問1 以下の語について知るところを述べよ (各3点、計36点)

1アナボル論争
 広義にはアナキストとマルクス・レーニン主義者(ボルシェビキ)との間でおこなわれるさまざまの論争。日本ではとくに大正時代の大杉栄と山川均との間でかわされた論争を指すことが多い。

2プロ教師の会
 埼玉県の現職教員グループで、中心メンバーは河上亮一、諏訪哲二ら。80年代後半から90年代初頭にかけて刊行された別冊宝島『ザ・中学教師』シリーズで脚光を浴びる。確信犯的な「管理教育」肯定論が特徴だが、そもそもは伝習館闘争の支援グループとして誕生した。

3主要打撃論
 狭義には、ナチスの勃興期にこれを軽視して打ち出されたコミンテルンの方針を指す。その内容は、「ファシスト勢力よりも社会民主主義勢力の方が共産主義者にとって主要な敵である」というもの。これを敷衍して、極左派が、国家権力や右翼などよりも穏健な左派との主導権争いを重視するような方針や傾向のこと。

4新人類
 1980年代半ばの流行語で、戦中派や全共闘世代などの先行世代とはまったく異なる価値観や感性をもった(当時の)若者たちを指す。政治を忌避し、いわゆるサブカルチャー的な趣味に耽溺するような生き方を確信犯的に追求した1960年前後生まれの世代。

5アカイアサヒ事件
 前衛芸術家の赤瀬川原平が1970年代初頭にひきおこした「事件」。雑誌「朝日ジャーナル」に連載していた「櫻画報」最終回の、水平線から太陽のかわりに朝日新聞のロゴが顔を出すイラストと「アカイアカイ アサヒアサヒ」などの添え書きに、左翼偏向と批判されがちな朝日新聞社が過剰反応し、回収騒ぎに発展した。

6スタニスラフスキー・システム
 帝政ロシア末期からスターリン時代のソ連で活躍した演出家・スタニスラフスキーによる演技理論。
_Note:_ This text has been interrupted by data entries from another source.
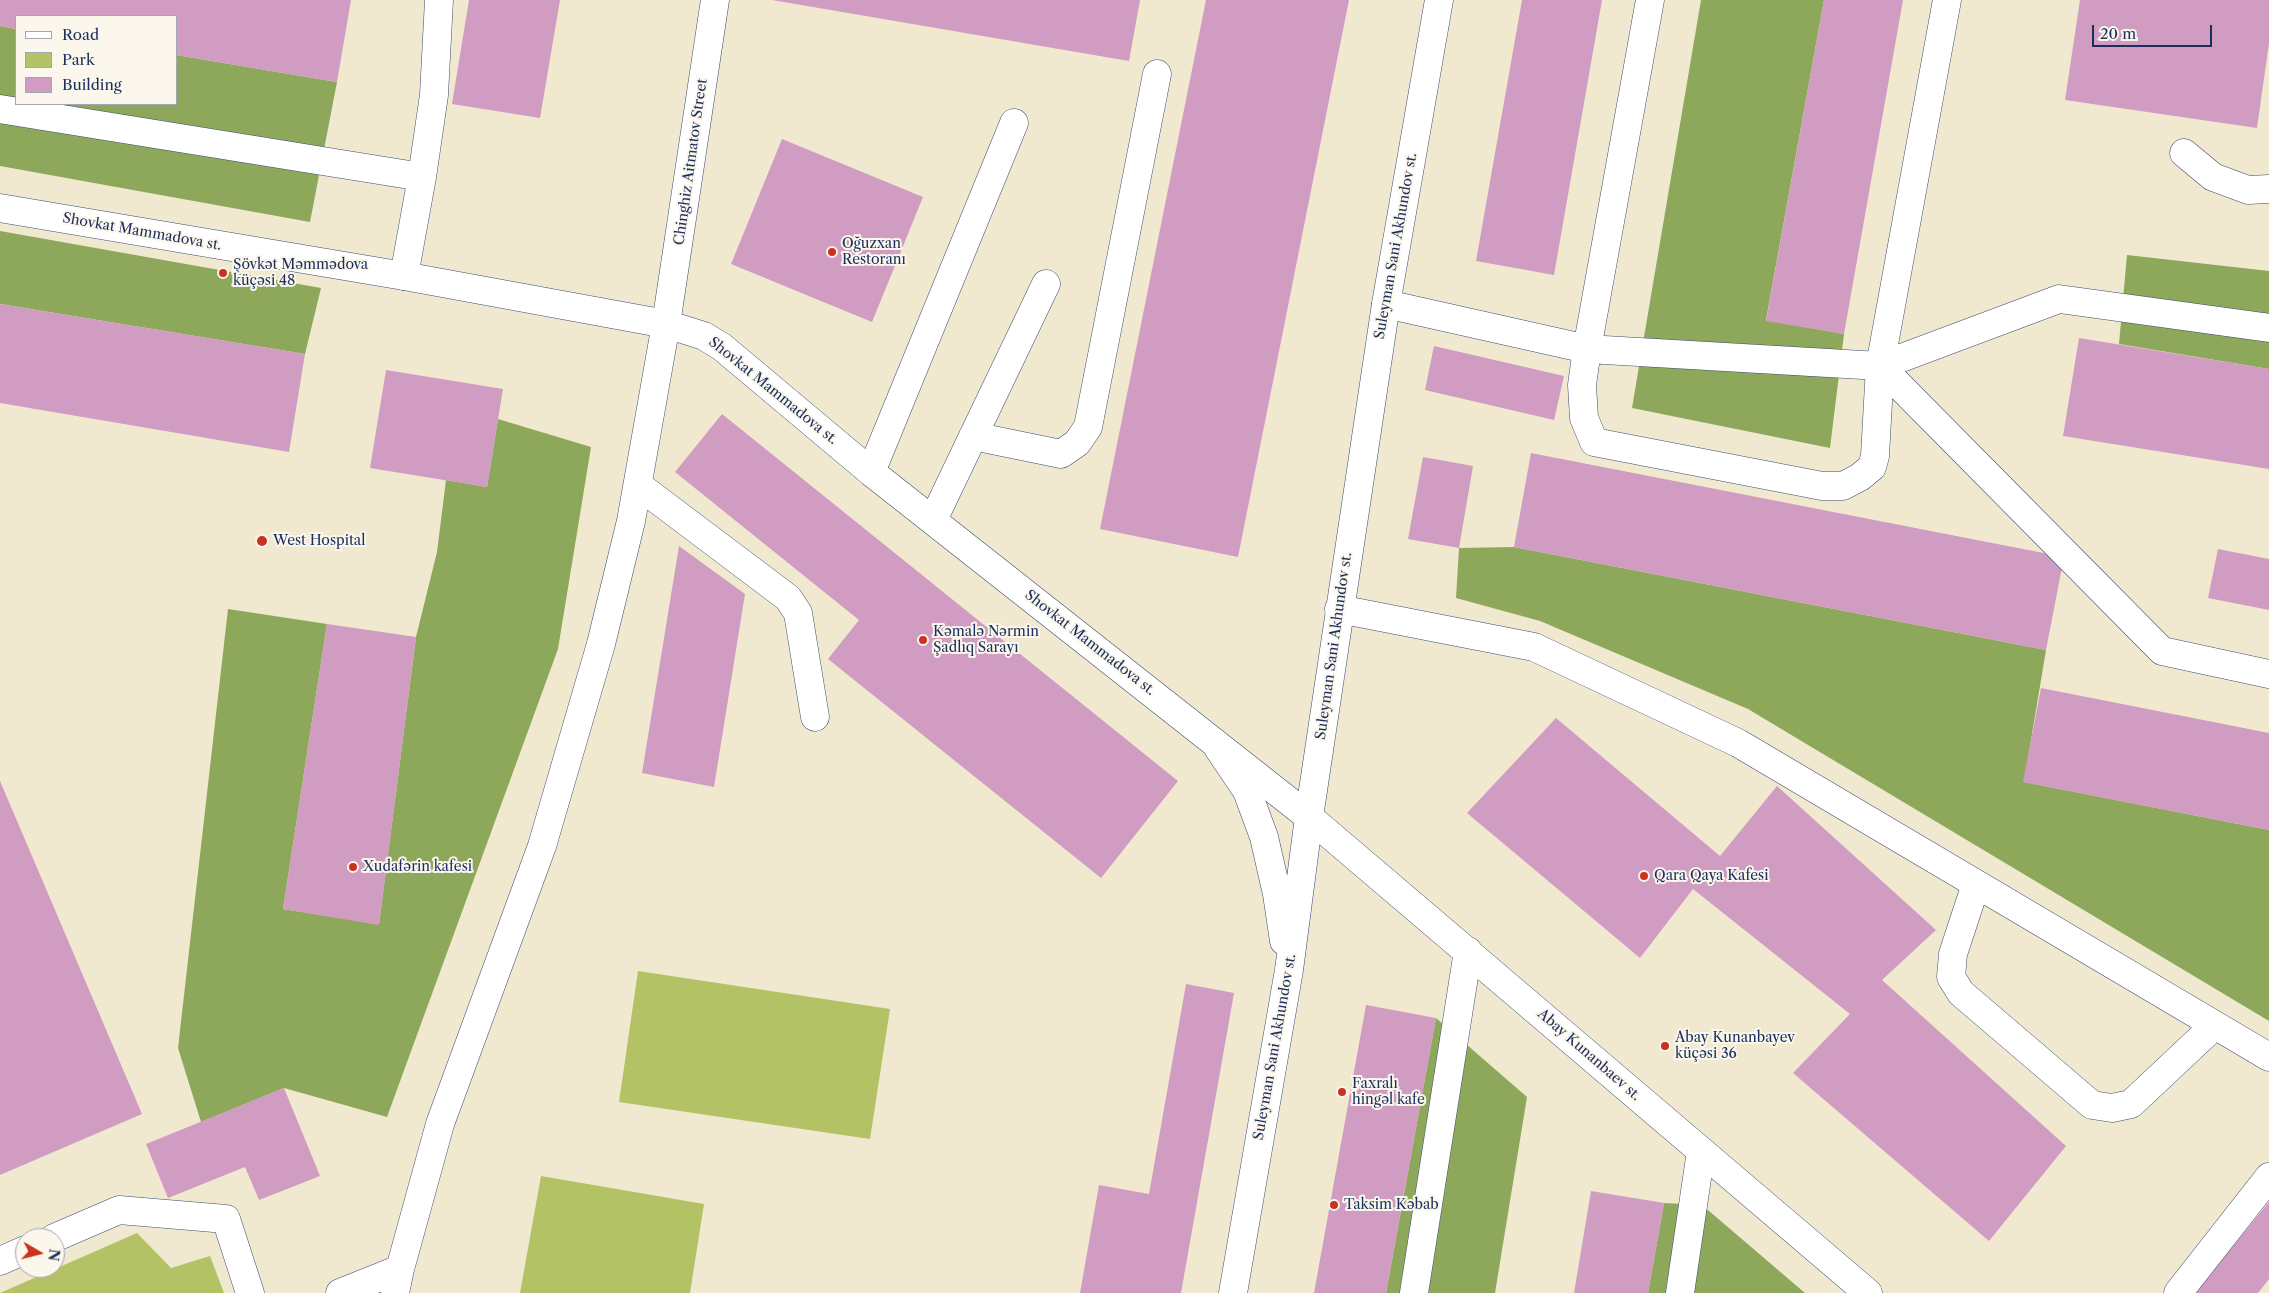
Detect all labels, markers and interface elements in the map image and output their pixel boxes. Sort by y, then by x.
legend [15,15,178,105]
scale bar [2094,15,2214,47]
text: 20 m [2100,24,2136,43]
text: Road [62,25,99,44]
text: Park [62,50,95,69]
text: Building [62,75,122,94]
street label: Chinghiz Aitmatov Street [671,78,711,246]
street label: Suleyman Sani Akhundov st. [1371,151,1421,341]
street label: Shovkat Mammadova st. [61,210,223,254]
place label: Oğuzxan Restoranı [842,236,906,268]
marker: Oğuzxan Restoranı [826,246,838,258]
place label: Şövkət Məmmədova küçəsi 48 [233,257,368,290]
marker: Şövkət Məmmədova küçəsi 48 [217,267,229,279]
street label: Shovkat Mammadova st. [705,334,841,448]
place label: West Hospital [273,533,365,549]
marker: West Hospital [255,534,269,548]
street label: Suleyman Sani Akhundov st. [1313,551,1355,741]
street label: Shovkat Mammadova st. [1021,587,1159,699]
place label: Kəmalə Nərmin Şadlıq Sarayı [933,624,1039,656]
marker: Kəmalə Nərmin Şadlıq Sarayı [917,634,929,646]
place label: Xudafərin kafesi [363,859,472,875]
marker: Xudafərin kafesi [347,861,359,873]
place label: Qara Qaya Kafesi [1654,868,1768,884]
marker: Qara Qaya Kafesi [1638,870,1650,882]
street label: Suleyman Sani Akhundov st. [1250,952,1300,1142]
street label: Abay Kunanbaev st. [1534,1006,1644,1104]
place label: Abay Kunanbayev küçəsi 36 [1675,1030,1795,1062]
marker: Abay Kunanbayev küçəsi 36 [1659,1040,1671,1052]
place label: Faxralı hingəl kafe [1352,1076,1425,1108]
marker: Faxralı hingəl kafe [1336,1086,1348,1098]
place label: Taksim Kəbab [1344,1197,1439,1213]
marker: Taksim Kəbab [1328,1199,1340,1211]
north arrow [15,1228,65,1278]
text: N [44,1248,64,1262]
それ以前の見世物的な演劇を否定してリアリズムを対置し、20世紀演劇の基本理論として世界的な影響力を持った。日本の新劇もこれを聖典化していたため、そこから分派していくアングラ演劇の主導者らには批判的検討の対象となった。

7日本語ロック論争
 日本のロック草創期である1970年代初頭に、はっぴいえんどの作品評価をめぐって起きた論争。そもそも欧米のリズムであるロックに、果たして日本語は「乗る」のか否かというもの。内田裕也が、ロックは英語でなければならないとする立場の代表的存在だった。

8内申書裁判
 1970年代初頭、在学中に「麹町中学全共闘」を名乗り政治的活動を行ったと内申書に記載されたために、受験した高校すべてに不合格になったとして、記載内容の違法性を訴えた裁判。原告の少年であった保坂展人とその支援者の運動が、80年代の反管理教育運動の源流となった。

9ブラック・パンサー党
 60年代後半から70年代前半にかけてアメリカで活動した急進的黒人解放運動グループ。60年代の黒人解放運動の指導者として、非暴力主義のキング牧師と武装闘争肯定のマルコムXが有名だが、ブラック・パンサー党は後者の強い影響のもとに設立され、実際に武装して白人の暴力に対抗した。

10だめ連
 もともとは1990年代初頭、神長恒一とぺぺ長谷川によって結成された早稲田大学のノンセクト左翼グループ。いい年をして定職につかない、労働意欲がわかない、モテないなど自身の「だめ人間」ぶりを自嘲的に前面に打ち出し、そんな「だめ人間」どうしの「交流」と、新しいライフスタイルの追究・実践で脚光をあび、90年代半ばに首都圏で拡大した。

11山村工作隊
 1950年代初頭、短期間だが武装闘争方針を掲げた日本共産党が組織した非合法部隊のひとつ。毛沢東の革命戦術にも影響され、農村部を拠点としたゲリラ闘争を追究した。1955年の「六全協」で武装闘争方針は撤回されたが、ふりまわされた若い党員たちの心情は文学作品などのテーマにもなった。

12退廃美術展覧会
 ナチス政権が開催した美術展。ナチスの肯定するロマン主義的、リアリズム的で「力強く健康的な」芸術を称揚する「大ドイツ美術展」と同時開催され、当時の前衛美術作品などを展示しこれを嘲笑した。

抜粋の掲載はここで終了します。